Babad Batu (Sapardi Djoko Damono)
Judul
Babad Batu
Penulis
Sapardi Djoko Damono
Penerbit
Gramedia Pustaka Utama
Tebal
Harga
Rp 55.000,-
Terbit
2016
Saya adalah kaum awam soal sajak dengan tingkat kesulitan bahasa yang tinggi. Tapi saya tertarik dengan beberapa sajak karya Sapardi Djoko Damono yang pernah terbit sebelumnya ( Hujan Bulan Juni ). Kalau di karya sebelumnya saya tertarik dengan Di Restoran maka kali ini saya tertarik dengan sajak yang diletakkan di halaman belakang buku ini.
kau mendobrak
ke sisa ruang
menggelandang bayang-bayang
menggelandang jakar
yang ternyata hanya bayang-bayang
menggelandang bayang-bayang
yang tak kenal jarak
menggelandang jarak dan bayang-bayang
mengikatnya di ruang
yang tak menyisikan helaan napas kita
sejak itu kita tahu tidak akan pernah
bisa berpisah
telah kita eja stiap helaan
dan hembusan agar bebas batas
agar rasa pedih leluasa
menafsirkan tanda
Buku kumpulan sajak Babad Batu ini dibagi menjadi tiga kitab, yaitu Kitab Pertama yang terdiri dari 3 bagian ( Mula Batu, Atas Nama Batu, Ziarah Batu ), Kitab Kedua terdiri dari 11 bagian ( Pour Dons sampai Batu Belah ) dan Kitab Ketiga terdiri dari 1 bagian (Berbicara tentang Perkara yang Meskipun Mungkin Tidak Ada Kait-mengaitnya dengan Kami dan Tidak Berguna tetapi Kalau Tidak Dijalani Tidak Akan Pernah Diketahui Berguna atau Tidaknya ).
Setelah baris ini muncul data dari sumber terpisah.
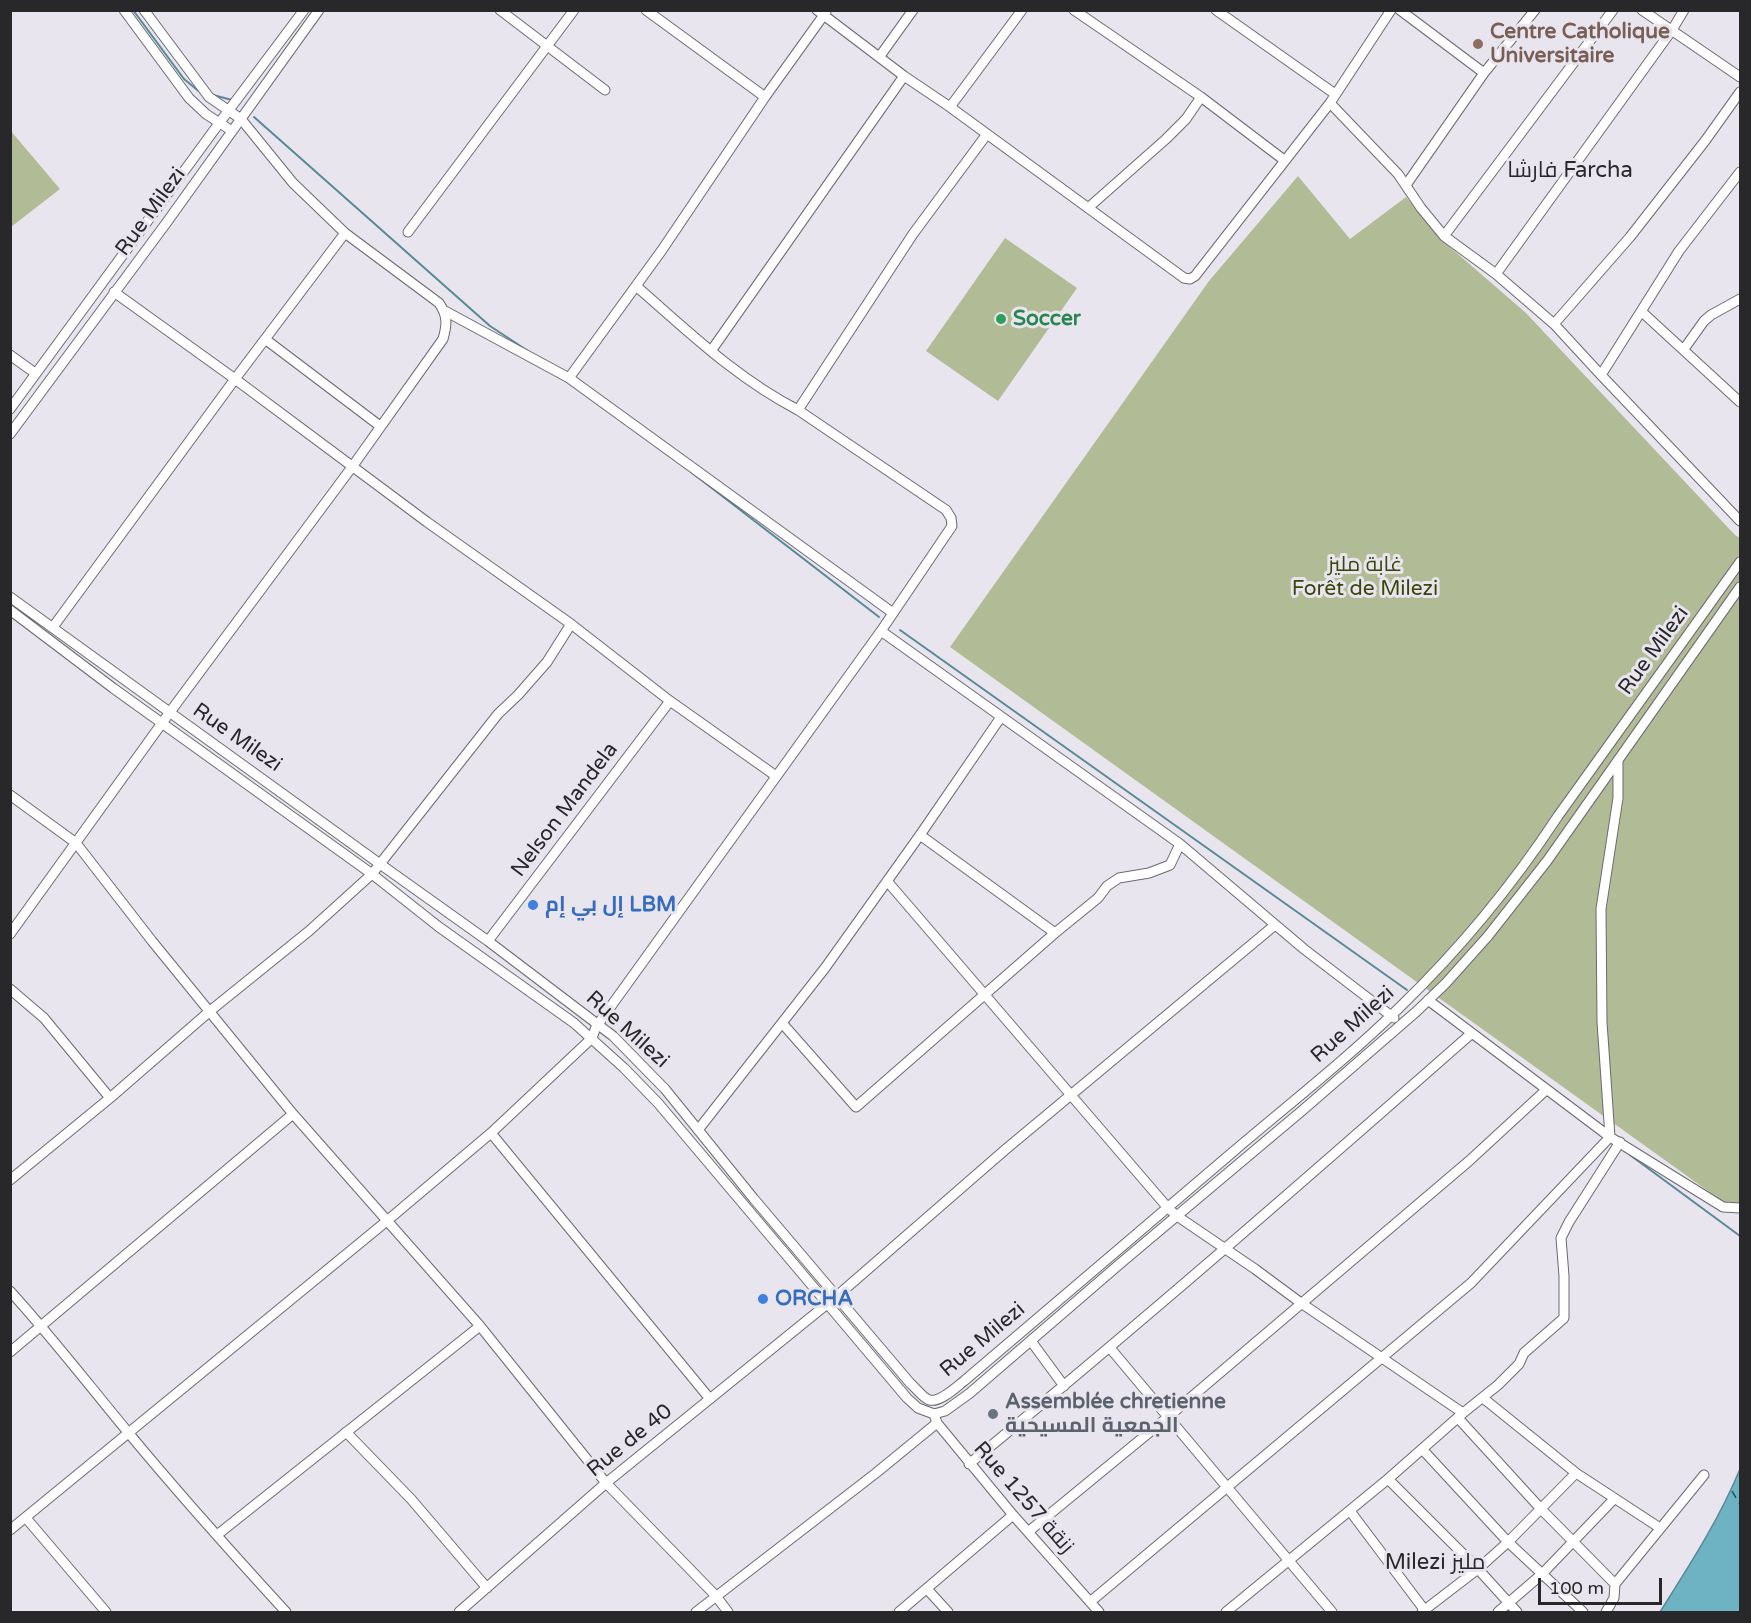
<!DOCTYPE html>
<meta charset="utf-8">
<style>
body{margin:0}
#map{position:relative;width:1751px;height:1623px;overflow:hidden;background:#e9e5ee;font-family:"Varela Round",sans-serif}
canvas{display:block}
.frame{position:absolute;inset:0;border:12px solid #28272a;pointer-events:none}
.scale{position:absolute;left:1538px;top:1578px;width:124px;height:27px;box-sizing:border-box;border:3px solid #28272a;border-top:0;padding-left:8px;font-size:18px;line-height:21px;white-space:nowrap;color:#28272a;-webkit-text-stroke:4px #e9e5ee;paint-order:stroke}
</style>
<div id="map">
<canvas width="1751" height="1623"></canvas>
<div class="frame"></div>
<div class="scale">100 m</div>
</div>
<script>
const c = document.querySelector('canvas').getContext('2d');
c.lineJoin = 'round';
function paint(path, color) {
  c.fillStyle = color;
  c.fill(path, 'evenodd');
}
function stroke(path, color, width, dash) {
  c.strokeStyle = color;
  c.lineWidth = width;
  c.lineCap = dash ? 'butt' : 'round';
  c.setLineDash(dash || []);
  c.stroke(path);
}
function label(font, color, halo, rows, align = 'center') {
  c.font = font + ' "Varela Round",Cairo,sans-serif';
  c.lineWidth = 6;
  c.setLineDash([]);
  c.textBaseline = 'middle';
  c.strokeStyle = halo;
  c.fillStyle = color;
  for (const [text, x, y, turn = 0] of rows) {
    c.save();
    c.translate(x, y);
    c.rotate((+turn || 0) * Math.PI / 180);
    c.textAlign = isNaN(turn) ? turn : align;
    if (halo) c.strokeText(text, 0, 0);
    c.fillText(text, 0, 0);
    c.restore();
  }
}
const green = new Path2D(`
 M10,130L60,189L11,227H10Z
 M1298,176L1350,239L1406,197L1444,242L1526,313L1735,535L1740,538V1214L950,647L1209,281Z
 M1005,238L1077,288L998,401L926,351Z`);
const water = new Path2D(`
 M1740,1469V1612H1660C1689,1566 1719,1520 1740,1469Z`);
const stream = new Path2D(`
 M133,10L184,79L201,93
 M213,95L232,100
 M254,117L490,326L528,351
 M691,472L879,617
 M900,630L1407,990
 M1431,1008L1441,1015
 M1630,1155L1740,1236`);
const ferry = new Path2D(`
 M1732,1491L1740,1505`);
const minor = new Path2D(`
 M124,10L189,98L206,114L232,131
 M500,10L605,90
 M646,10L765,97
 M817,10L904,76L950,107L1184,278L1190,279L1195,276L1330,103L1391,10
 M1074,10L1201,97L1284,160
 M1216,10L1335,94
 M1400,10L1484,73
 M1642,10L1740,77
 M880,56L913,10
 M1330,103L1398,174L1421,208L1444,236L1496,274L1554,324L1601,375L1740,521
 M950,107L1022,10
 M1406,185L1484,73L1535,10
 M1088,208L1166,139L1186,119L1201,97
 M408,232L574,10
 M1444,236L1613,10
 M1496,274L1672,30L1684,10
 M114,292L235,379L427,522L571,624L670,701L776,776
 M445,311L569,378L893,613
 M1642,312L1740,402
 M1554,324L1630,237L1705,141L1740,92
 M265,339L380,426
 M1684,349L1704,321L1711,315L1740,299
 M711,351L904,76
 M10,355L35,373
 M1601,375L1679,251L1740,172
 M569,378L662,250L765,97L826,12
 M10,409L220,122L304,10
 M798,410L913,234L987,134
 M10,434L167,222L319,10
 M10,597L380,864L488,941L613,1036L665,1089L754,1199L910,1383C916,1388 922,1397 929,1400C940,1403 956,1387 964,1381C1054,1304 1144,1228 1234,1151C1289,1104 1347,1059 1399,1008C1459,950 1512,886 1558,816L1740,562
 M10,610L113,688L372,874L439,927L574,1023L624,1068L658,1103L907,1398L918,1408L934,1414L945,1411L970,1393L1122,1262L1304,1109L1417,1011L1446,983L1488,936L1547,861L1740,587
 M53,627L235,379L345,233
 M881,631L1180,844L1304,949L1394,1018
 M10,795L76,843L152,941L293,1114L480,1326L606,1483L716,1596L728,1612
 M920,835L1055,933
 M887,881L1168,1208L1177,1216L1255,1269L1301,1303L1463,1413
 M10,934L170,712L352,467L443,339C447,325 448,316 439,303L345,233L293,183L241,119L209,97L144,10
 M488,941L670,701
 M10,989L44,1018L110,1098
 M1428,1000L1610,1137L1723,1207L1740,1208
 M782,1023L856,1107L1055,933L1098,898L1107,886L1119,878L1149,873L1170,865L1180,844
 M698,1130L825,968L920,835L1001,717
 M491,1133L710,1399
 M10,1180L110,1098L210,1011L309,931L372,874L498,714L518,695L547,662L571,624
 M10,1291C51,1336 88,1384 127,1431C178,1493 232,1553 286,1612
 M1031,1341L1064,1386
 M1110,1348L1332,1612
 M10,1352L293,1114
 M1483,1398L1576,1473L1660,1528
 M935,1417L937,1423L1013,1515L1099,1612
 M1458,1418L1541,1509L1615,1584
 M346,1432L411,1499L487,1588
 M1422,1449L1508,1542L1583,1612
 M969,1464C1140,1324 1306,1179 1472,1033
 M1388,1479L1478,1569L1517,1612
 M1350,1511L1426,1612
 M26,1518L106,1612
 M10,1530L388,1220L491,1133L592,1038L596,1027L881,631L952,526L951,518L946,510L798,410C736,378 688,331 636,286
 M1028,1532L1168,1417L1469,1161L1546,1090
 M217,1535L480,1326
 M927,1589L948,1612
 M1090,1602L1471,1283L1610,1137L1602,1022L1601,909L1618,798V760
 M459,1612L606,1483L837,1296L1006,1149L1275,925
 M696,1612L876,1473L937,1423
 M899,1612L1013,1515
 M1226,1612L1388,1479L1463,1413L1498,1385L1519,1364L1524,1353L1564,1318V1276L1561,1238L1569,1222L1620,1142
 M1422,1612L1478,1569L1508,1542L1576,1473
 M1498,1612L1542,1574L1614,1499
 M1606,1612L1614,1598L1615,1584L1704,1475`);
const markers = [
 [1478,44,6,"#8d6e63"],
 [1001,319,6,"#2e9e5b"],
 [533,905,6,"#3f7fe0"],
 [763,1299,6,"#3f7fe0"],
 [993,1414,6,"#6b7280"]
];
const educationNames = [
 ["Centre Catholique",1490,32],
 ["Universitaire",1490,56]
];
const streetNames = [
 ["Rue Milezi",151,212,-54],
 ["Rue Milezi",1654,651,-54],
 ["Rue Milezi",237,738,35],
 ["Nelson Mandela",565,810,-53],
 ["Rue Milezi",1353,1025,-42],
 ["Rue Milezi",627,1030,42],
 ["Rue Milezi",983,1340,-40],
 ["Rue de 40",630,1441,-39],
 ["Rue 1257 زنقة",1023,1498,49]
];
const leisureNames = [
 ["Soccer",1013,319]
];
const parkNames = [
 ["غابة مليز",1365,565],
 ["Forêt de Milezi",1365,589]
];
const shopNames = [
 ["إل بي إم LBM",545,905],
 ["ORCHA",775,1299]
];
const worshipNames = [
 ["Assemblée chretienne",1005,1402],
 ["الجمعية المسيحية",1005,1426]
];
const neighbourhoodNames = [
 ["فارشا Farcha",1570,171],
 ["Milezi مليز",1435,1563]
];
paint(green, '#b1bc97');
paint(water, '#6db3c4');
stroke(water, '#588996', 1.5);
stroke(stream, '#588996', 2);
stroke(ferry, '#14515e', 1.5, [8, 6]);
stroke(minor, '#6c6971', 11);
stroke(minor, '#fff', 9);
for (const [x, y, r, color] of markers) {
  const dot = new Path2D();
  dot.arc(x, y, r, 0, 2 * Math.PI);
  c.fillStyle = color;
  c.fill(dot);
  stroke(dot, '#e9e5ee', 2);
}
label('bold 21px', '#785e54', '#e9e5ee', educationNames, 'left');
label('21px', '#28272a', '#e9e5ee', streetNames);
label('bold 21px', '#27864d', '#e9e5ee', leisureNames, 'left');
label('21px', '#3a4607', '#e9e5ee', parkNames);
label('bold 21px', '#366cbe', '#e9e5ee', shopNames, 'left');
label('bold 21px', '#5b616d', '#e9e5ee', worshipNames, 'left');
label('22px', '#28272a', '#e9e5ee', neighbourhoodNames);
</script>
Sajak dimasing-masing kitab disajikan dengan cara yang berbeda. Kalau di Kitab Pertama, stiap bagian menyimpan beberapa sajak, maka di Kitab Kedua, setiap bagian hanya tersusun dari satu sajak, dan begitu pula di Kitab Ketiga, sajak disajikan dengan cara berkesinambungan dari satu halaman ke halaman berikutnya.
Sacara umum, setiap sajak di Babad Batu berisi makna yang berbeda. Mungkin sedikit harus berusaha untuk mencari maknanya untuk kaum-kaum awan seperti saya, tapi di situlah letak serunya mengetahui apa yang sebenarnya ingin penulis sampaikan lewat sajaknya. Apa lagi sangat dipermudah dengan sajak yang tidak terlalu panjang. Rata-rata hanay satu halaman saja. Dari sajak-sajak itu, saya ( pembaca ) bisa manggut-manggut sendiri ketika menginterpretasikannya dengan kehidupan. Ya, sebagian besar sajak mengaitkan soal kehidupan manusia dari berbagai sisi.
Salah satu kutipan dari sajak yang saya suka di Kitab Kedua ( Gerimis di Jendela Kaca )
Jendela memang ada agar ada batas antara yang di dalam sisi dan yang di luar sana. (halaman 45)
Kemampuan Sapardi Djoko Damono memang tidak perlu diragukan lagi dalam membuat karya-karya puisi, sajak, bahkan karya fiksi. Kalau baca hanya sekalimat saja sudah merasa menyentuh, apa apa lagi kalau membaca sajaknya keseluruhan. Tipikal sajak karya Sapardi Djoko Damono benar-benar terasa dalam buku ini.
Keyakinan saya untuk membeli buku ini bukan hanya dari pengalaman indahnya sajak karya penulis tetapi juga karena tampilan buku ( cover ) yang tidak biasa dari buku-buku Sapardi Djoko Damono lainnya. Cover Babad Batu di-design sangat mencolok dengan dua warna menyala antara kuning dan biru. Di antara dua warna itu ada sepatu yang diisi batu-batu dengan warna yang menyala juga. Dari sana, saya melihat bahwa buku kumpulan sajak ini sangat menarik, up to date dan mengambil perhatian orang yang melihatnya. Termasuk saya.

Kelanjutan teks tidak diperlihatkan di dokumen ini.